▶ _WHAT YOU HAVE TO DO_: Below are entries. Pull out all lines containing "Пятёрочка".

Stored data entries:
----------------

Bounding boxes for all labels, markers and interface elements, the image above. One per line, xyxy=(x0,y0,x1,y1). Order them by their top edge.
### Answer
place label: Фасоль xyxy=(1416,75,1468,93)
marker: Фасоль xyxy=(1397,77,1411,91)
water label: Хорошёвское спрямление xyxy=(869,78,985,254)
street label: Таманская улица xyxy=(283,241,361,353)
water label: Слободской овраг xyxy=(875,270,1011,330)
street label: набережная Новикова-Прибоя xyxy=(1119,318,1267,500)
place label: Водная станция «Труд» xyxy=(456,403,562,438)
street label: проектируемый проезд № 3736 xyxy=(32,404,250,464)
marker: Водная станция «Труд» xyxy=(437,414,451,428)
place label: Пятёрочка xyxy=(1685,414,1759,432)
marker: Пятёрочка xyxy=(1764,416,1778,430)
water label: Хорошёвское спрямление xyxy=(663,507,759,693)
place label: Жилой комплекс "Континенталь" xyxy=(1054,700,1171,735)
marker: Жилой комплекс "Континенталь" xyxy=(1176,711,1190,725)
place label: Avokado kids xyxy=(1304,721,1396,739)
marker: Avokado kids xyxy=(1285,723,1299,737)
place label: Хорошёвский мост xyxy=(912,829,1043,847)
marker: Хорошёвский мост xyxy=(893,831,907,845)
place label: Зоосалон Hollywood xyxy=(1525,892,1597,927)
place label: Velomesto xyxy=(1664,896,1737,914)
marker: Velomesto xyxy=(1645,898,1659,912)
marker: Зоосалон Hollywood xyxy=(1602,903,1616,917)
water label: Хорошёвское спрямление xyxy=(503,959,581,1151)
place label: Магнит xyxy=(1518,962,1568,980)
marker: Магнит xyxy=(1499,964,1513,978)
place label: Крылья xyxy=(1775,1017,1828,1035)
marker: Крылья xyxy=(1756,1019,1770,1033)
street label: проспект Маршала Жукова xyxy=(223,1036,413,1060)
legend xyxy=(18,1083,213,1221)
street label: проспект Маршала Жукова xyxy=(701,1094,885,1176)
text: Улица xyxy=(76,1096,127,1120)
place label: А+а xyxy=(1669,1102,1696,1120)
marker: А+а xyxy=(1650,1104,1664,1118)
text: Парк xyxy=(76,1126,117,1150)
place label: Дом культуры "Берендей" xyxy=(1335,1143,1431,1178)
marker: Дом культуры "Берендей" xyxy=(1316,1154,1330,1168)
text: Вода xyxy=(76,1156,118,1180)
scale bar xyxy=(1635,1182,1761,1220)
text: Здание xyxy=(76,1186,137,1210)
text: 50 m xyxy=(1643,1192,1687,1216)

----------------

▶ _FINISHED EXERCISE_:
place label: Пятёрочка xyxy=(1685,414,1759,432)
marker: Пятёрочка xyxy=(1764,416,1778,430)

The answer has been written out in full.